No meio do tiroteio ideológico entre direita e esquerda, ouve-se que evangélicos não se importam com a sustentabilidade. Supostamente, até desejariam a confirmação de profecias bíblicas sobre o fim dos tempos. Mas, felizmente, neste caso, as coisas são mais complexas do que parecem.
O sociólogo Renan William dos Santos passou os últimos anos estudando o encontro desses dois temas: preservação da natureza e cristianismo. E afirma que evangélicos brasileiros não são avessos às pautas ambientais; o problema deles é com os ambientalistas.
Evangélicos e ambientalistas disputam qual é a posição do ser humano no planeta. "A ciência nos classifica como mais um animal e a turma da Nova Era nos vê como um elo na cadeia cósmica. Nos dois casos, o homem deixa de ser ‘a coroa da criação’."
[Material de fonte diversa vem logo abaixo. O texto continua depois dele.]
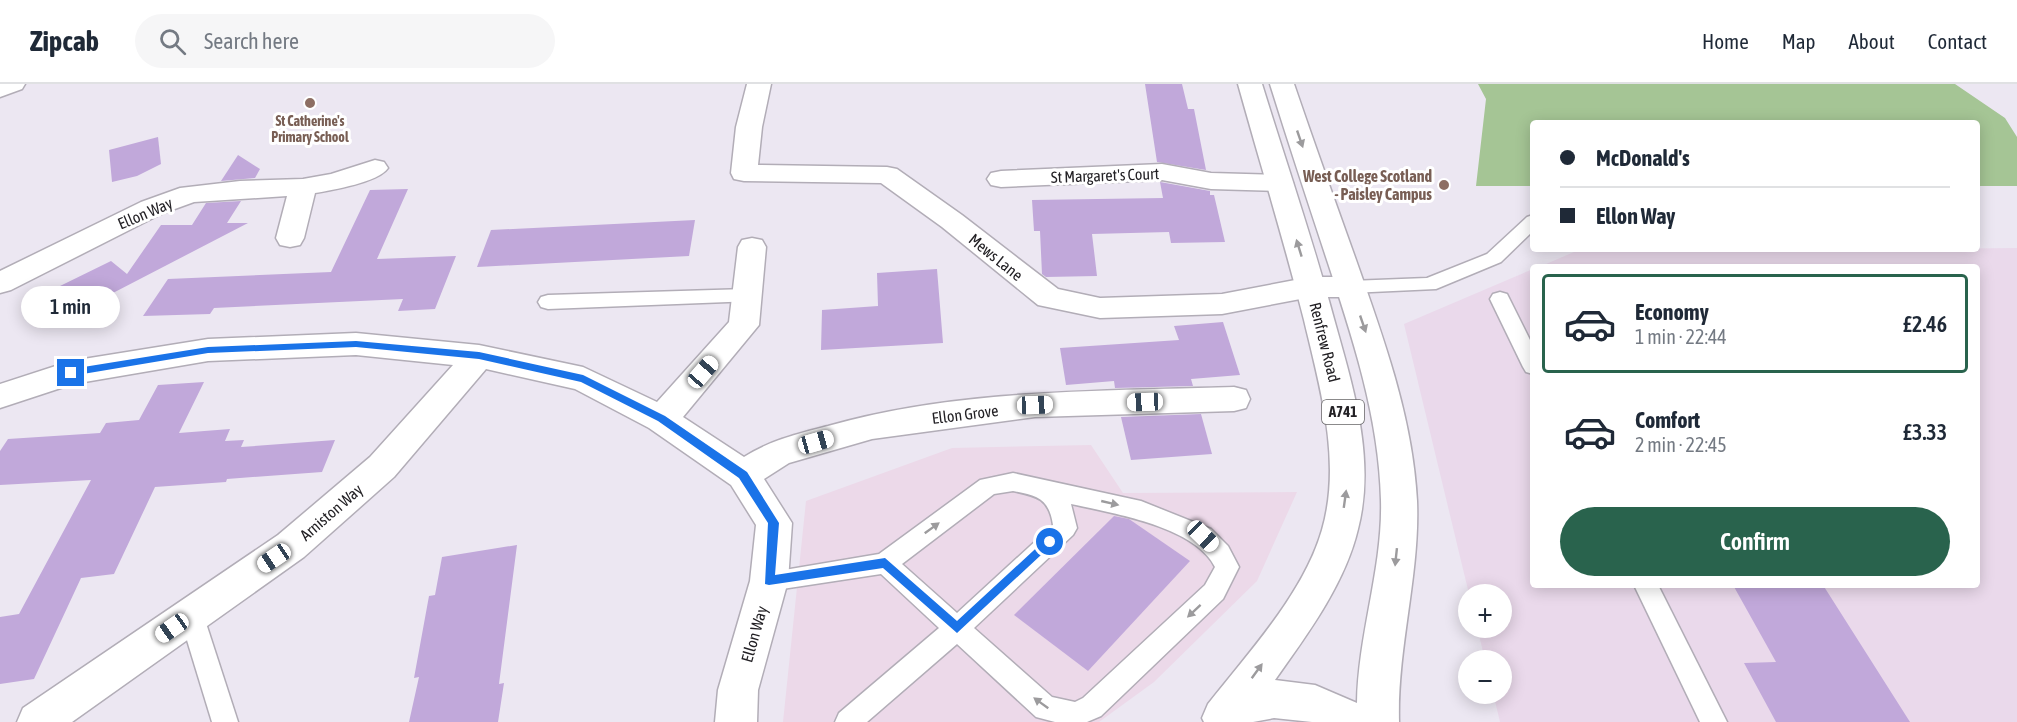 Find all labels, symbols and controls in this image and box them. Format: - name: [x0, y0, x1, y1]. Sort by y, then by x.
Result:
- search box: [135, 14, 555, 68]
- text: Zipcab: [30, 25, 99, 57]
- icon: search: [156, 25, 189, 58]
- text: Search here: [204, 28, 299, 54]
- text: Home: [1702, 29, 1749, 53]
- text: Map: [1782, 29, 1816, 53]
- text: About: [1849, 29, 1895, 53]
- text: Contact: [1928, 29, 1987, 53]
- marker: St Catherine's Primary School: [303, 96, 317, 110]
- place label: St Catherine's Primary School: [271, 113, 349, 145]
- one-way arrow: [1296, 130, 1305, 148]
- text: McDonald's: [1596, 145, 1690, 171]
- street label: St Margaret's Court: [1050, 164, 1160, 187]
- place label: West College Scotland - Paisley Campus: [1302, 167, 1432, 203]
- marker: West College Scotland - Paisley Campus: [1437, 178, 1451, 192]
- street label: Ellon Way: [115, 193, 176, 233]
- text: Ellon Way: [1596, 203, 1675, 229]
- street label: Mews Lane: [966, 230, 1026, 284]
- one-way arrow: [1294, 239, 1303, 257]
- callout: 1 min: [22, 286, 121, 328]
- text: 1 min: [50, 295, 91, 318]
- icon: car: [1563, 297, 1617, 351]
- text: Economy: [1635, 299, 1709, 325]
- street label: Renfrew Road: [1306, 300, 1344, 384]
- text: £2.46: [1903, 311, 1947, 337]
- one-way arrow: [1358, 315, 1368, 333]
- text: 1 min · 22:44: [1635, 325, 1727, 348]
- car: [684, 353, 722, 391]
- route end: [57, 359, 84, 386]
- car: [1127, 392, 1163, 412]
- car: [1017, 395, 1053, 415]
- road number: A741: [1322, 400, 1364, 424]
- street label: Ellon Grove: [931, 401, 999, 427]
- icon: car: [1563, 405, 1617, 459]
- text: Comfort: [1635, 407, 1700, 433]
- text: £3.33: [1903, 419, 1947, 445]
- car: [796, 428, 836, 456]
- text: 2 min · 22:45: [1635, 433, 1727, 456]
- street label: Arniston Way: [296, 480, 367, 545]
- one-way arrow: [1341, 490, 1350, 509]
- one-way arrow: [1101, 499, 1119, 509]
- button: Confirm: [1560, 507, 1950, 576]
- car: [1184, 517, 1222, 555]
- one-way arrow: [924, 522, 940, 534]
- route start: [1036, 528, 1063, 555]
- car: [254, 540, 294, 576]
- one-way arrow: [1391, 547, 1401, 566]
- map controls: [1458, 584, 1512, 704]
- button: +: [1458, 584, 1512, 638]
- street label: Ellon Way: [737, 603, 772, 665]
- one-way arrow: [1187, 604, 1201, 618]
- car: [152, 610, 192, 646]
- button: −: [1458, 650, 1512, 704]
- one-way arrow: [1251, 663, 1263, 679]
- one-way arrow: [1033, 697, 1049, 709] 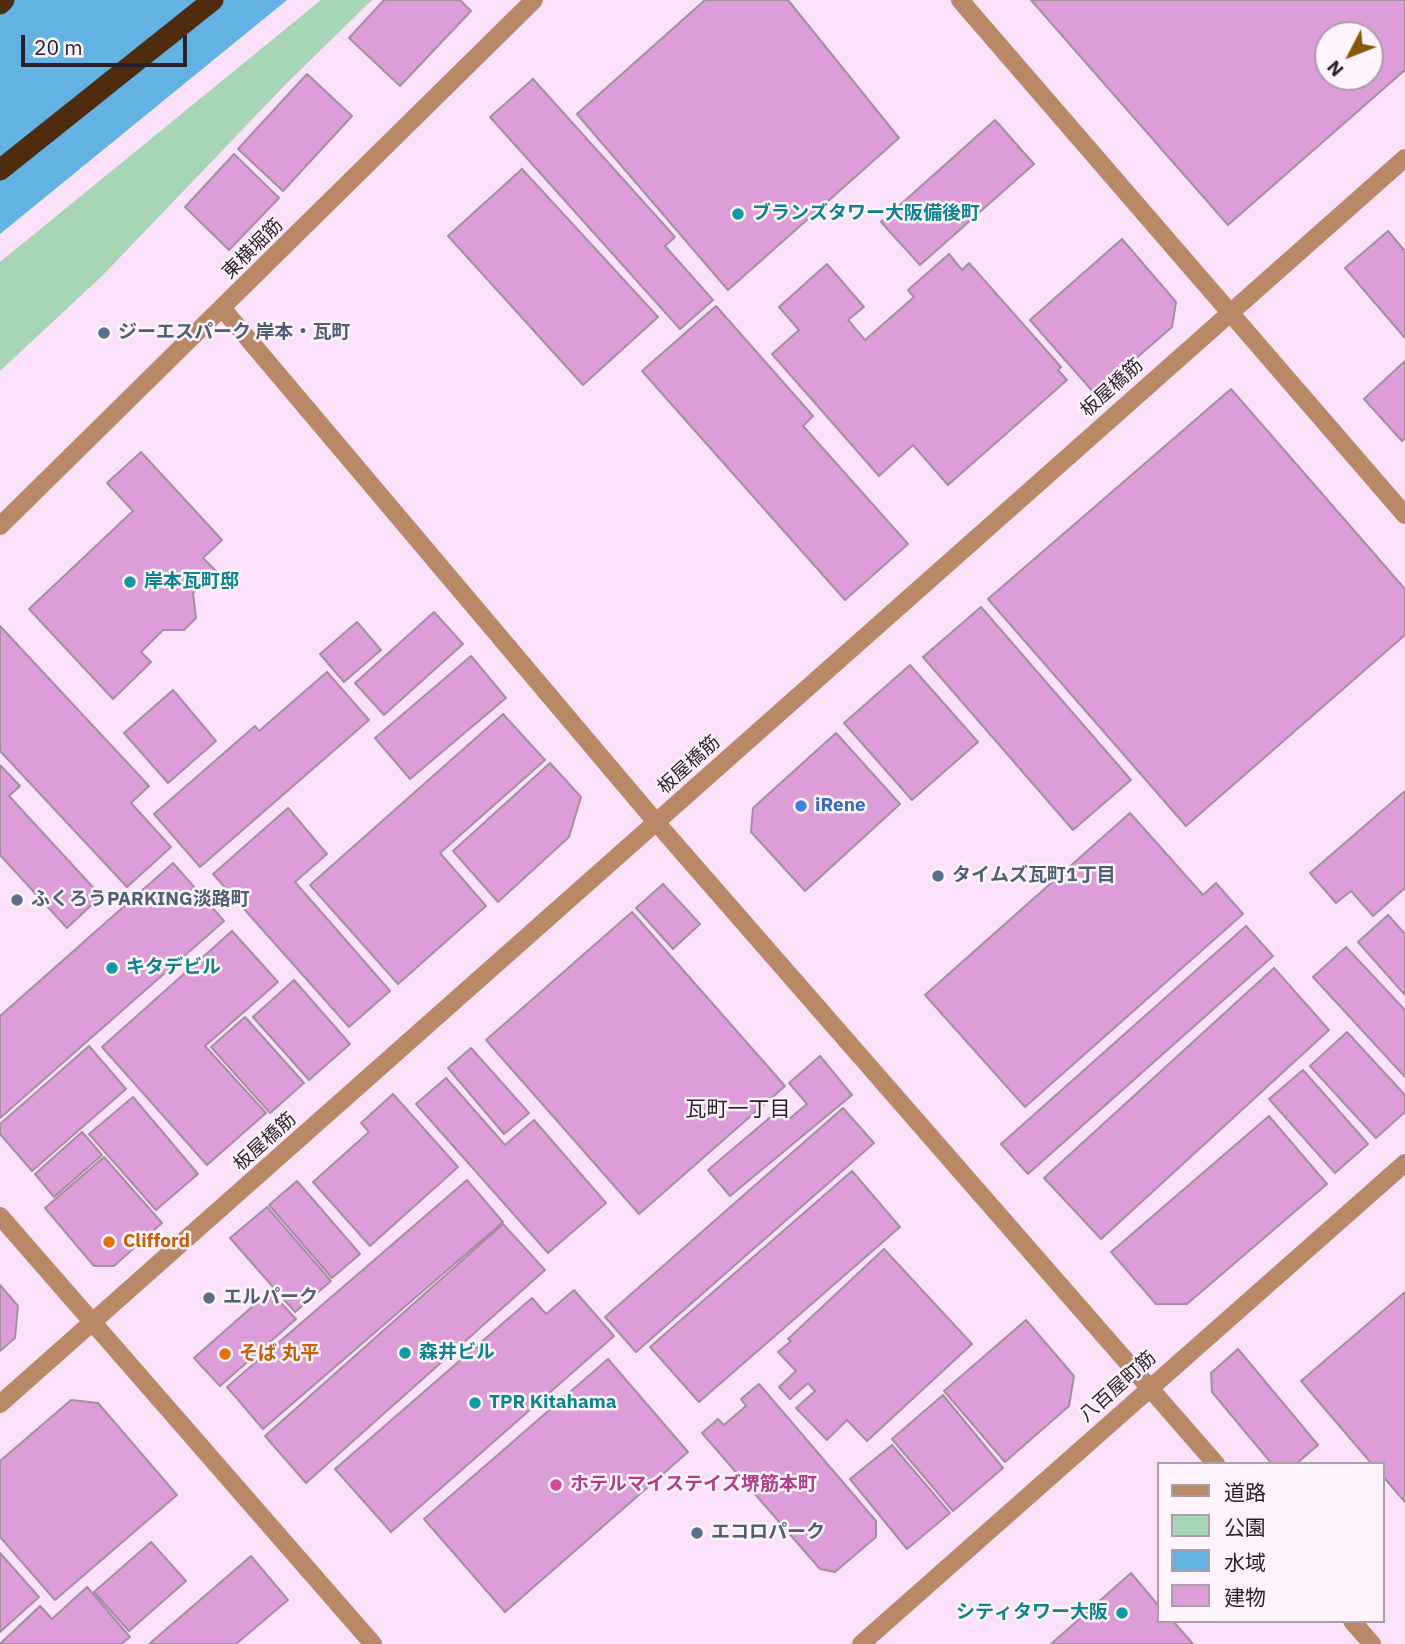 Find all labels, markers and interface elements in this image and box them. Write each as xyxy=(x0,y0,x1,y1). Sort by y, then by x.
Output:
scale bar xyxy=(24,21,191,65)
north arrow xyxy=(1314,21,1384,91)
text: 20 m xyxy=(34,33,83,61)
text: N xyxy=(1321,56,1348,82)
place label: ブランズタワー大阪備後町 xyxy=(752,203,980,225)
marker: ブランズタワー大阪備後町 xyxy=(730,206,746,222)
street label: 東横堀筋 xyxy=(218,214,288,284)
place label: ジーエスパーク 岸本・瓦町 xyxy=(118,322,350,344)
marker: ジーエスパーク 岸本・瓦町 xyxy=(96,325,112,341)
street label: 板屋橋筋 xyxy=(1076,354,1148,422)
place label: 岸本瓦町邸 xyxy=(144,571,239,593)
marker: 岸本瓦町邸 xyxy=(122,574,138,590)
street label: 板屋橋筋 xyxy=(653,731,725,799)
place label: iRene xyxy=(815,795,866,817)
marker: iRene xyxy=(793,798,809,814)
place label: タイムズ瓦町1丁目 xyxy=(952,865,1115,887)
marker: タイムズ瓦町1丁目 xyxy=(930,868,946,884)
place label: ふくろうPARKING淡路町 xyxy=(31,889,250,911)
marker: ふくろうPARKING淡路町 xyxy=(9,892,25,908)
place label: キタデビル xyxy=(126,957,221,979)
marker: キタデビル xyxy=(104,960,120,976)
district label: 瓦町一丁目 xyxy=(686,1097,790,1123)
street label: 板屋橋筋 xyxy=(229,1108,301,1176)
place label: Clifford xyxy=(123,1231,190,1253)
marker: Clifford xyxy=(101,1234,117,1250)
place label: エルパーク xyxy=(223,1287,318,1309)
marker: エルパーク xyxy=(201,1290,217,1306)
place label: 森井ビル xyxy=(419,1342,495,1364)
place label: そば 丸平 xyxy=(239,1343,319,1365)
marker: 森井ビル xyxy=(397,1345,413,1361)
marker: そば 丸平 xyxy=(217,1346,233,1362)
street label: 八百屋町筋 xyxy=(1075,1347,1161,1427)
place label: TPR Kitahama xyxy=(489,1392,617,1414)
marker: TPR Kitahama xyxy=(467,1395,483,1411)
legend xyxy=(1156,1462,1384,1623)
place label: ホテルマイステイズ堺筋本町 xyxy=(570,1474,817,1496)
marker: ホテルマイステイズ堺筋本町 xyxy=(548,1477,564,1493)
text: 道路 xyxy=(1224,1478,1266,1506)
text: 公園 xyxy=(1224,1513,1266,1541)
place label: エコロパーク xyxy=(711,1522,825,1544)
marker: エコロパーク xyxy=(689,1525,705,1541)
text: 水域 xyxy=(1224,1548,1266,1576)
text: 建物 xyxy=(1224,1583,1266,1611)
place label: シティタワー大阪 xyxy=(956,1602,1108,1624)
marker: シティタワー大阪 xyxy=(1114,1605,1130,1621)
Parece uma disputa tola e irresponsável considerando que religiosos, hippies e cientistas desejam a mesma coisa: sobreviver. Mas incorporar o "ambientalismo dos ambientalistas" significa levar a reboque para a igreja valores seculares que o cristianismo rejeita. A questão do aborto, por exemplo.
Renan explica que a Igreja Católica viu, muito antes dos evangélicos, a oportunidade de interpretar a pauta ambiental a partir da religião. Isso melhora a imagem pública da igreja e faz crescer o número de jovens católicos, e estes não se expõem a valores progressistas ao defender a sobrevivência do planeta.
Existem evangélicos ambientalistas; Renan os chama de "ecorreligiosos". Mas eles evitam confrontar e expor as hipocrisias de seus líderes em cultos. E assim eles se conformam com a posição de "iluminados incompreendidos". Mas a tragédia no Sul do país abre a oportunidade para eles agirem pragmaticamente.
"Dá para imaginar o destaque positivo que uma denominação teria se, além de prestar medidas assistenciais para a tragédia, implementasse programas coordenados de conscientização e ação ambiental para evitar eventos futuros," propõe Renan. "Pensa o tipo de cobertura midiática que isso teria como contraposição à ideia do ativismo evangélico sempre em disputa com o resto do mundo."
Em 2022, deslizamentos de terra causaram 64 mortes na periferia do Recife. Mas ninguém morreu na comunidade do Retiro, porque estudantes monitoravam as chuvas usando pluviômetros caseiros e alertaram seus vizinhos.
O que aconteceria se apenas 1% das quase 110 mil igrejas evangélicas do país —a maioria em bairros pobres— adotasse essa prática e compartilhasse os resultados pelo aplicativo Dados à Prova D’Água, do Cemaden? O milagre da prevenção de tragédias?